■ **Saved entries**
-- Opening Marker --

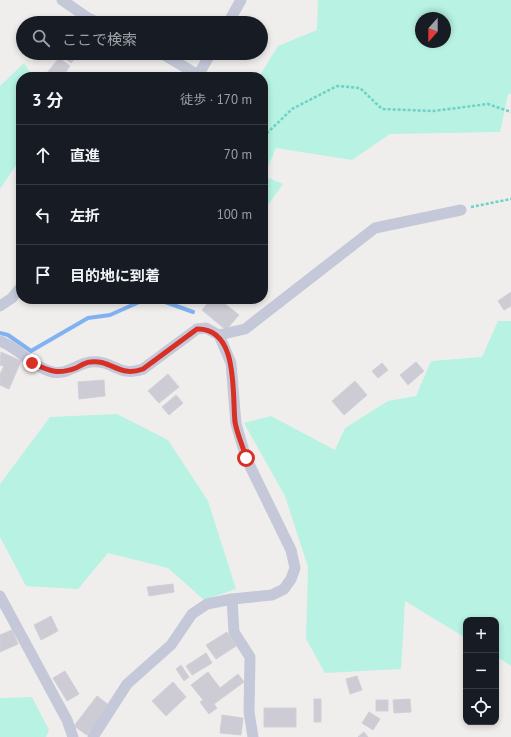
<!DOCTYPE html>
<html lang="ja">
<meta charset="utf-8">
<style>
:root{--surface:#171b24;--page:#242831;--text:#f1f3f6;--muted:#9ea1a6;--line:#363941}
body{margin:0;font-family:"PT Sans","Noto Sans JP",sans-serif;background:var(--page);color:var(--text)}
.controls{position:absolute;right:12px;bottom:12px;display:grid;overflow:hidden;border-radius:8px;box-shadow:0 2px 6px #0003}
.controls button{width:36px;height:36px;display:grid;place-items:center;padding:0;border:0;border-bottom:1px solid var(--line);background:var(--surface);color:var(--text);font:20px sans-serif}
.compass{position:absolute;left:415px;top:12px;width:36px;height:36px;border-radius:50%;background:var(--surface);box-shadow:0 2px 6px #0003;rotate:201deg}
.stop{position:absolute;width:12px;height:12px;margin:-9px;border:3px solid #d93025;border-radius:50%;background:#fff}
.stop.end{background:#d93025;border-color:#fff;box-shadow:0 1px 4px #0008}
.list{margin:0;padding:0;list-style:none}
h2{display:flex;justify-content:space-between;align-items:center;height:52px;margin:0;padding:0 16px;font-size:17px}
h2 small{font-size:13px;font-weight:400;color:var(--muted)}
.list li{display:grid;grid-template-columns:26px 1fr auto;gap:12px;align-items:center;box-sizing:border-box;height:60px;padding:0 16px;border-top:1px solid var(--line)}
.list b{display:block;font-size:15px;white-space:nowrap}
.list em{font-size:13px;font-style:normal;color:var(--muted)}
.icon{flex:none;width:22px;height:22px;fill:none;stroke:currentColor;stroke-width:2;stroke-linecap:round;stroke-linejoin:round}
.map{position:relative;flex:none;width:511px;height:737px;overflow:hidden}
.search{position:absolute;background:var(--surface);box-shadow:0 2px 6px #0003;left:16px;top:16px;width:252px;height:44px;display:flex;align-items:center;gap:10px;box-sizing:border-box;padding:0 14px;border-radius:22px;color:var(--muted);font-size:15px}
.panel{position:absolute;background:var(--surface);box-shadow:0 2px 6px #0003;left:16px;top:72px;width:252px;height:232px;border-radius:16px}
.map>svg:first-child{display:block}
.green{fill:#b7f2e2;fill-rule:evenodd}
.lines{fill:none;stroke-linecap:round;stroke-linejoin:round}
.stream{stroke:#80b2f2;stroke-width:4}
.building{fill:#cdccd5;stroke:#d1d0d9}
.path{stroke:#6cd2c4;stroke-width:2.5;stroke-dasharray:3 2;stroke-linecap:butt}
.minor{stroke:#c5c8d8;stroke-width:11}
.route{stroke:#d93025;stroke-width:5}
</style>
<div class="map">
<svg width="511" height="737" viewBox="0 0 511 737">
<rect width="100%" height="100%" fill="#f0eeec"/>
<!-- green -->
<path class="green" d="M 318,0 L 511,0 L 511,94 L 508,94 L 500,132 L 390,134 L 352,160 L 276,148 L 264,176 L 283,184 L 263,212 L 263,77 L 259,77 L 278,46 L 317,30 ZM 421,18 L 445,18 L 445,42 L 421,42 Z
M 24,63 L 33,77 L 21,77 L 21,158 L 0,189 L 0,86 Z
M 498,321 L 511,321 L 511,666 L 496,656 L 496,620 L 466,620 L 466,638 L 405,601 L 401,669 L 325,673 L 306,639 L 308,567 L 285,496 L 244,423 L 271,416 L 335,450 L 345,428 L 388,401 L 416,396 L 431,361 L 482,357 Z
M 117,414 L 168,440 L 208,501 L 236,589 L 204,600 L 168,568 L 108,553 L 78,589 L 26,586 L 0,537 L 0,484 L 50,417 Z
M 32,697 L 49,730 L 46,737 L 0,737 L 0,698 Z"/>
<g class="lines">
<!-- stream -->
<path class="stream" d="M 157,299 L 193,312
M 0,333 L 8,335 L 31,351 L 88,318 L 110,315 L 146,299"/>
</g>
<!-- building -->
<path class="building" d="M 64,53 L 80,53 L 71,63 L 62,56 Z
M 59,58 L 70,66 L 62,77 L 49,77 L 46,74 Z
M 511,292 L 511,306 L 504,310 L 498,301 Z
M 211,299 L 219,299 L 239,315 L 226,330 L 202,310 Z
M 221,299 L 231,299 L 227,304 Z
M 1,352 L 21,361 L 9,389 L 0,385 L 0,374 L 4,366 L 0,365 Z
M 416,362 L 424,371 L 408,385 L 400,375 Z
M 382,363 L 388,370 L 378,378 L 372,371 Z
M 168,374 L 179,387 L 159,403 L 148,391 Z
M 104,380 L 105,396 L 79,399 L 78,382 Z
M 355,381 L 367,395 L 344,415 L 332,401 Z
M 176,395 L 183,403 L 169,415 L 162,407 Z
M 173,584 L 174,592 L 149,596 L 147,587 Z
M 51,616 L 58,631 L 41,640 L 34,625 Z
M 12,630 L 18,644 L 0,652 L 0,635 Z
M 227,632 L 236,646 L 216,659 L 206,645 Z
M 206,653 L 212,663 L 192,675 L 186,666 Z
M 181,665 L 189,677 L 184,681 L 176,669 Z
M 65,671 L 79,694 L 67,701 L 53,678 Z
M 208,672 L 220,688 L 238,674 L 244,682 L 214,704 L 217,708 L 209,714 L 200,702 L 203,700 L 191,685 Z
M 357,676 L 362,690 L 350,694 L 346,679 Z
M 173,682 L 186,697 L 166,716 L 152,701 Z
M 97,696 L 110,706 L 87,735 L 74,726 Z
M 314,699 L 321,699 L 321,722 L 314,722 Z
M 410,699 L 411,712 L 394,713 L 393,700 Z
M 376,700 L 388,700 L 388,711 L 376,711 Z
M 264,708 L 296,708 L 296,727 L 264,727 Z
M 369,712 L 380,719 L 373,730 L 362,723 Z
M 222,715 L 243,718 L 241,735 L 220,733 Z
M 364,732 L 368,737 L 358,737 Z"/>
<g class="lines">
<!-- path -->
<path class="path" d="M 263,137 L 292,109 L 337,86 L 360,88 L 382,109 L 433,111 L 488,104 L 511,112
M 471,207 L 511,199"/>
<!-- minor -->
<path class="minor" d="M 62,0 L 88,18 L 99,23
M 228,23 L 241,0
M 161,53 L 198,75
M 197,77 L 211,53
M 0,306 L 12,298 L 21,287
M 219,335 L 245,329 L 375,228 L 461,210
M 0,341 C 18,348 30,364 49,371 C 65,377 76,364 90,362 C 112,359 119,378 143,369 L 197,329 L 206,328 L 219,335 L 231,363 L 236,424 L 246,458 L 291,550 L 295,568 L 291,579 L 284,589 L 272,595 L 232,599 L 207,604 L 192,614 L 171,645 L 127,684 L 93,737
M 0,596 L 67,720 L 73,737
M 232,599 L 234,632 L 250,657 L 249,712 L 253,737"/>
</g>
<g class="lines">
<!-- route -->
<path class="route" d="M 32,363 C 50,371 57,375 76,368 C 80,366 86,362 90,362 C 112,359 118,378 143,369 L 197,329 C 239,328 232,394 235,422 C 237,434 243,446 246,458"/>
</g>
</svg>
<div class="controls">
<button>+</button>
<button>−</button>
<button><svg class="icon" aria-label="locate" viewBox="0 0 24 24"><circle cx="12" cy="12" r="6"/><path d="M12 2v4M12 18v4M2 12h4M18 12h4"/></svg></button>
</div>
<svg class="compass" viewBox="-18 -18 36 36"><path d="M0-13l5 13h-10z" fill="#e53935"/><path d="M0 13l5-13h-10z" fill="#9ea1a6"/></svg>
<div class="stop" style="left:246px;top:458px"></div>
<div class="stop end" style="left:32px;top:363px"></div>
<div class="search"><svg class="icon" aria-label="search" viewBox="0 0 24 24"><circle cx="10" cy="10" r="6"/><path d="M15 15l6 6"/></svg>ここで検索</div>
<section class="panel">
<h2>3 分<small>徒歩 · 170 m</small></h2>
<ul class="list">
<li><svg class="icon" aria-label="ahead" viewBox="0 0 24 24"><path d="M12 20V5M6 11l6-6 6 6"/></svg><div><b>直進</b></div><em>70 m</em></li>
<li><svg class="icon" aria-label="left" viewBox="0 0 24 24"><path d="M17 20v-9H6M10 6l-5 5 5 5"/></svg><div><b>左折</b></div><em>100 m</em></li>
<li><svg class="icon" aria-label="arrive" viewBox="0 0 24 24"><path d="M6 21V4h12l-3 4 3 4H6"/></svg><div><b>目的地に到着</b></div></li>
</ul>
</section>
</div>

-- Closing Marker --

■ **Problem details**
A single figure is all that is needed: the number of lines above that contain the string "route".

■ **Solution to the exercise**
3